En el reverso de la solución, esto es, dejar continuar a García Costas como candidato a la vicepresidencia y próximo a la lista de Cebreiros, no parecía fácil. Se trataría de enmendar la plana a Asime, una de las patronales más poderosas, económica y numéricamente, de todo el sector industrial de Galicia, y proseguir con el procedimiento poniéndose de perfil y aceptando una candidatura deslegitimada, aunque fuese de forma sobrevenida. Lo cierto es que Nóvoa, con la solución jurídica en la mano, se ha quitado de en medio a un rival de gran envergadura, y, por añadidura ha debilitado a su rival Jorge Cebreiros.

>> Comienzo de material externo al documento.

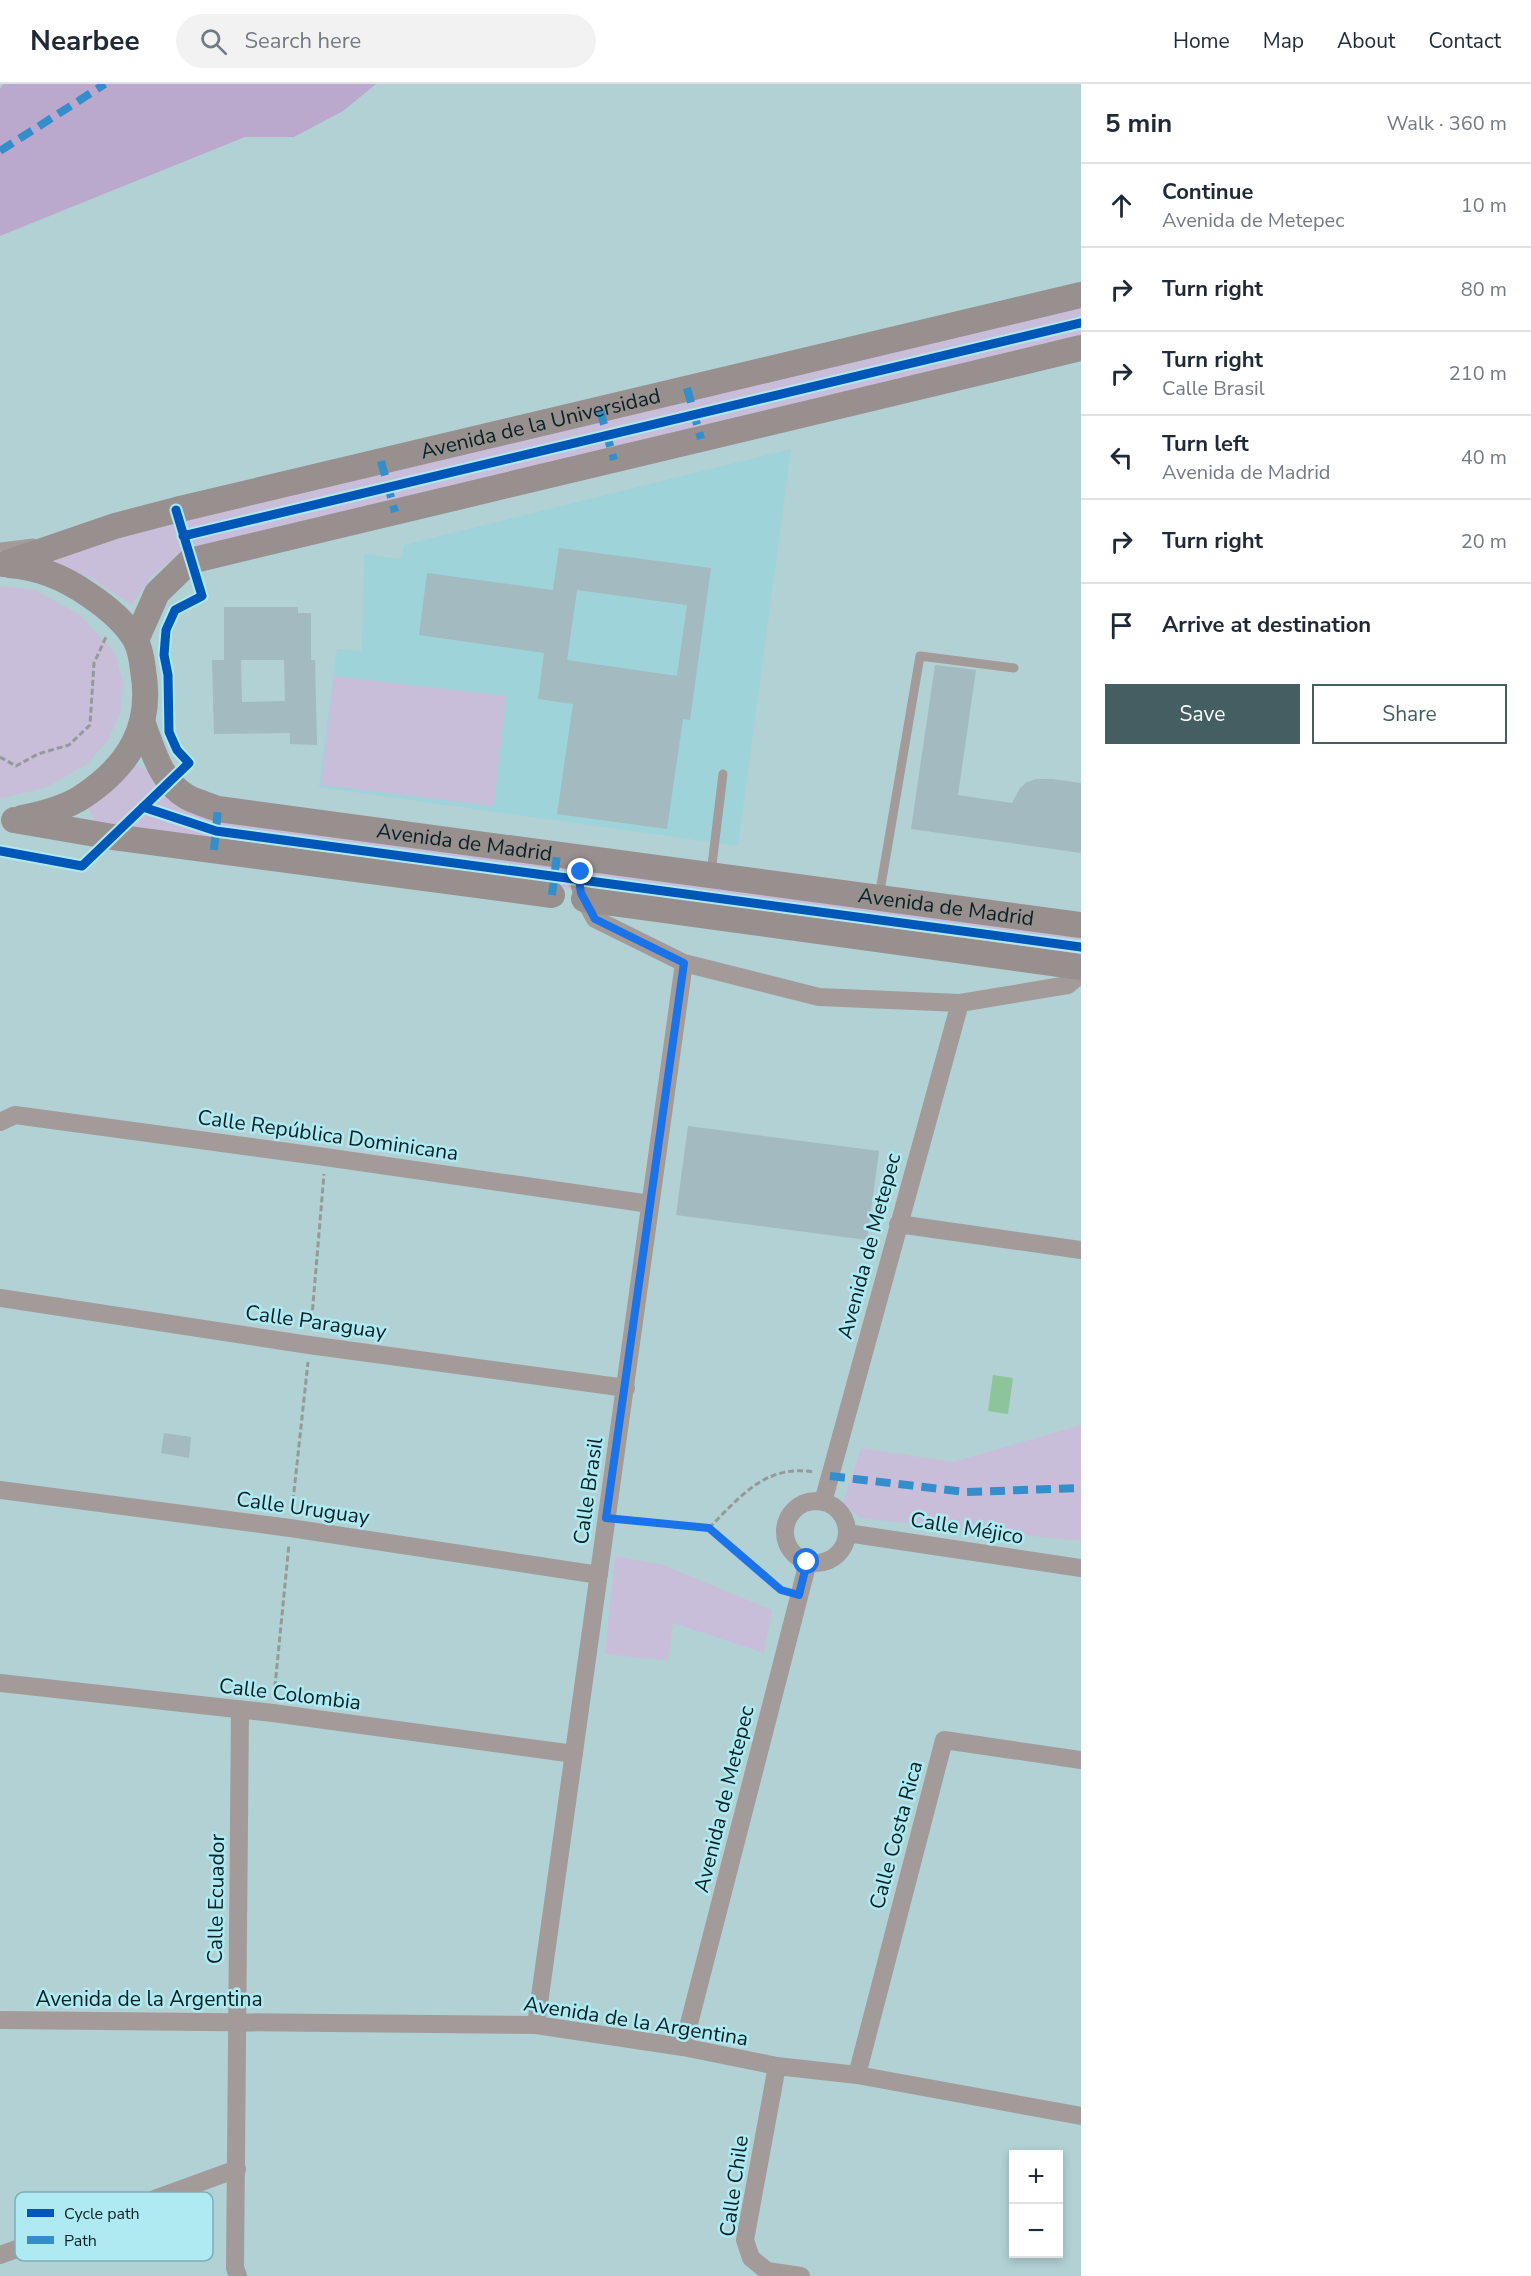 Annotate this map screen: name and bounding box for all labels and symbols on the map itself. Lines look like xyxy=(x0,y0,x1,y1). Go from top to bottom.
street label: Avenida de la Universidad xyxy=(418,381,663,465)
street label: Avenida de Madrid xyxy=(375,816,554,868)
route end xyxy=(567,858,593,884)
street label: Avenida de Madrid xyxy=(856,881,1036,933)
street label: Calle República Dominicana xyxy=(196,1103,460,1167)
street label: Avenida de Metepec xyxy=(831,1150,907,1342)
street label: Calle Paraguay xyxy=(244,1298,389,1346)
street label: Calle Brasil xyxy=(567,1435,609,1546)
street label: Calle Uruguay xyxy=(235,1485,372,1531)
street label: Calle Méjico xyxy=(909,1505,1025,1551)
route start xyxy=(793,1548,819,1574)
street label: Calle Colombia xyxy=(217,1671,363,1717)
street label: Avenida de Metepec xyxy=(687,1702,761,1895)
street label: Calle Costa Rica xyxy=(863,1758,929,1912)
street label: Calle Ecuador xyxy=(201,1833,231,1964)
street label: Avenida de la Argentina xyxy=(35,1985,263,2013)
street label: Avenida de la Argentina xyxy=(522,1989,750,2053)
street label: Calle Chile xyxy=(713,2134,755,2238)
legend xyxy=(15,2192,213,2261)
text: Cycle path xyxy=(64,2203,140,2225)
text: Path xyxy=(64,2230,97,2252)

La rivalidad entre las dos candidaturas trae causa de la geometría variable de las relaciones personales existentes en la cúpula empresarial pontevedresa desde hace tiempo. Según apuntan fuentes empresariales, Fernández Alvariño y Luis Nóvoa, su antiguo mano derecha durante muchos años, están distanciados desde hace tiempo por cuestiones relacionadas con "deslealtades mutuas", y por las disensiones que surgen en el camino de quienes usan el poder de formas dispares.

Afinidad

Fernández Alvariño y García Costas son, por su parte, amigos y se han embarcado en varios proyectos empresariales con más o menos fortuna. Sin decirlo abiertamente, García Costas era el paracaidista del presidente de la CEG para ejercer el control en la CEP desde dentro, dar empaque y brillo a la lista de Cebreiros y sofocar con puño de hierro sublevaciones internas que, presumiblemente, llegarán más temprano que tarde.

Además, dos de los miembros nombrados a dedo por Alvariño en el comité ejecutivo de la CEG cuando este llegó a la cúpula empresarial gallega a mediados de 2013, Jaime Garrido y Jorge Cebreiros, fueron sus lugartenientes y vicepresidentes con él en la CEP durante años. Garrido es, además, presidente del Círculo de Empresarios de Galicia, con sede en Vigo, una entidad fundada ladrillo a ladrillo y de puño y letra por la familia Fernández Alvariño, con su padre, ya fallecido, al frente.

Críticas desabridas

La tensión soterrada entre las dos facciones que desean hacerse con el control de la patronal pontevedresa se ha visibilizado con la destitución sobrevenida y la voladura controlada de la candidatura de García Costas. Pero a buen seguro que tendrá más recorrido. Si no ha sido antes, ya será después de las elecciones. El escenario es un campo repleto de minas. La guerra por el control de la CEP es, para algunos, solamente una pieza en el teatro de operaciones que los críticos mueven frente a la gestión del presidente de la CEG, al que quieren seguir presionando en su puesto. Algo que, por otra parte, desde la patronal coruñesa en concreto, no ha dejado de producirse desde el mismo momento en que aquel llegó al sillón de la patronal gallega a mediados de 2013.

Los empresarios del norte, unidos en teoría al sur díscolo, buscarán su match-ball contra Fernández Alvariño durante una asamblea extraordinaria para la que se busca fecha en las próximas semanas. La ocasión propicia se sitúa en la inminente reunión que el comité ejecutivo de la CEG debe celebrar para aprobar los presupuestos de la entidad, un aspecto que se ha cerrado en falso desde la llegada de Alvariño al sillón de patrón de patrones. Paradójicamente, el presidente de la comisión de presupuestos es Luis Nóvoa, cabeza de cartel de la lista que es menos afín a Alvariño.

Juego de tronos

En este juego de tronos empresariales, Fernández Alvariño acumula una pérdida de apoyos en otras confederaciones provinciales, concretamente en A Coruña, donde las críticas a su gestión han sido feroces y despiadadas desde el minuto uno de su llegada a la CEG. La Confederación de Lugo, por su parte, podría seguir apoyándolo con matices, mientras que la Confederación de Ourense es una incógnita. De modo que el respaldo de Pontevedra, con el apoyo de su candidatura más afín, la encabezada por Jorge Cebreiros, si finalmente vence mañana, es esencial para que Fernández Alvariño, calculadora en mano, mantenga su puesto en el sillón de la rúa do Vilar por más tiempo.